Everything in the listing except the pictures should be written out exactly.

***

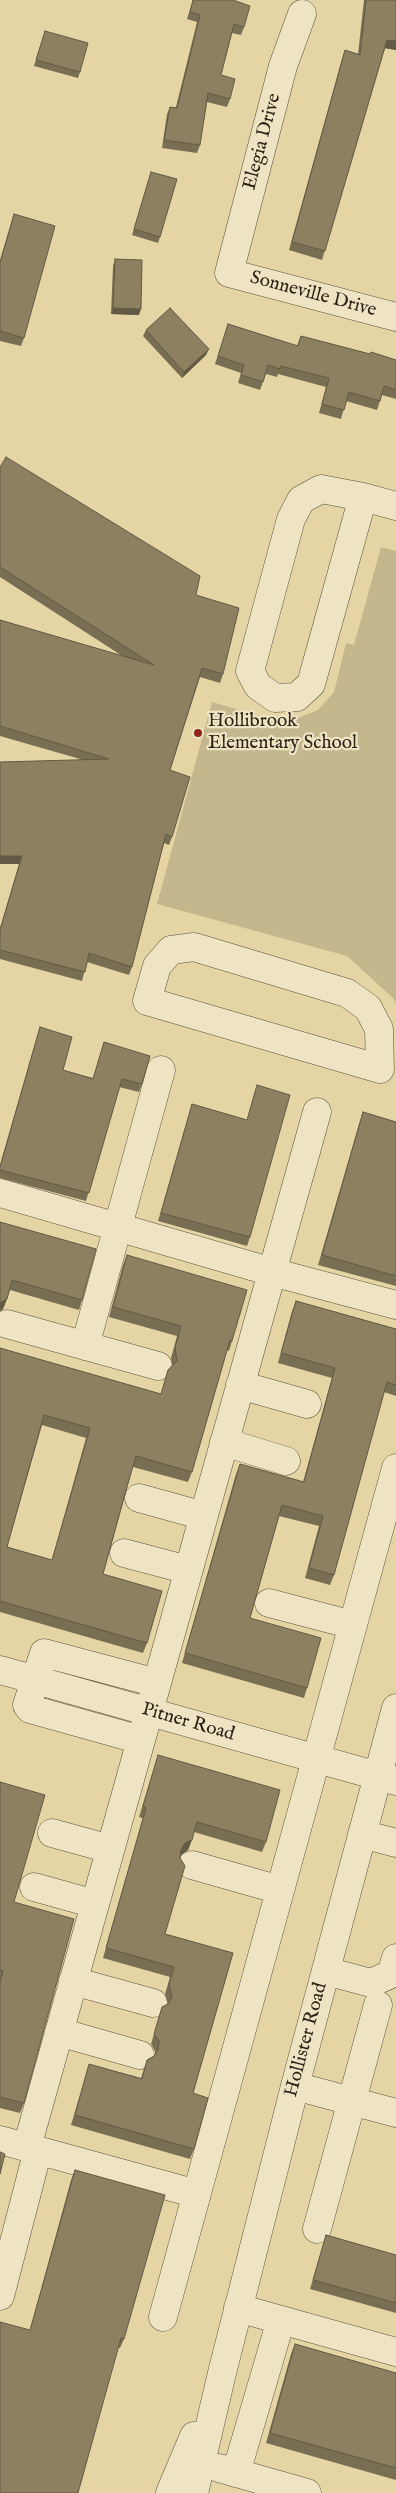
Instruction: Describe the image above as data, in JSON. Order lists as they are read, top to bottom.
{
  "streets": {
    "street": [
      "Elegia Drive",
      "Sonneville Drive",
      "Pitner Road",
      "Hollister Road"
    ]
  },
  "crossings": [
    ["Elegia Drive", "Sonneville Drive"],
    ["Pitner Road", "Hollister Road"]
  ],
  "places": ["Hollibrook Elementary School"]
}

***

§ **Result**
Instruction: Describe the image above as data, in JSON. Order lists as they are read, top to bottom.
{
  "streets": {
    "street": [
      "Elegia Drive",
      "Sonneville Drive",
      "Pitner Road",
      "Hollister Road"
    ]
  },
  "crossings": [
    ["Elegia Drive", "Sonneville Drive"],
    ["Pitner Road", "Hollister Road"]
  ],
  "places": ["Hollibrook Elementary School"]
}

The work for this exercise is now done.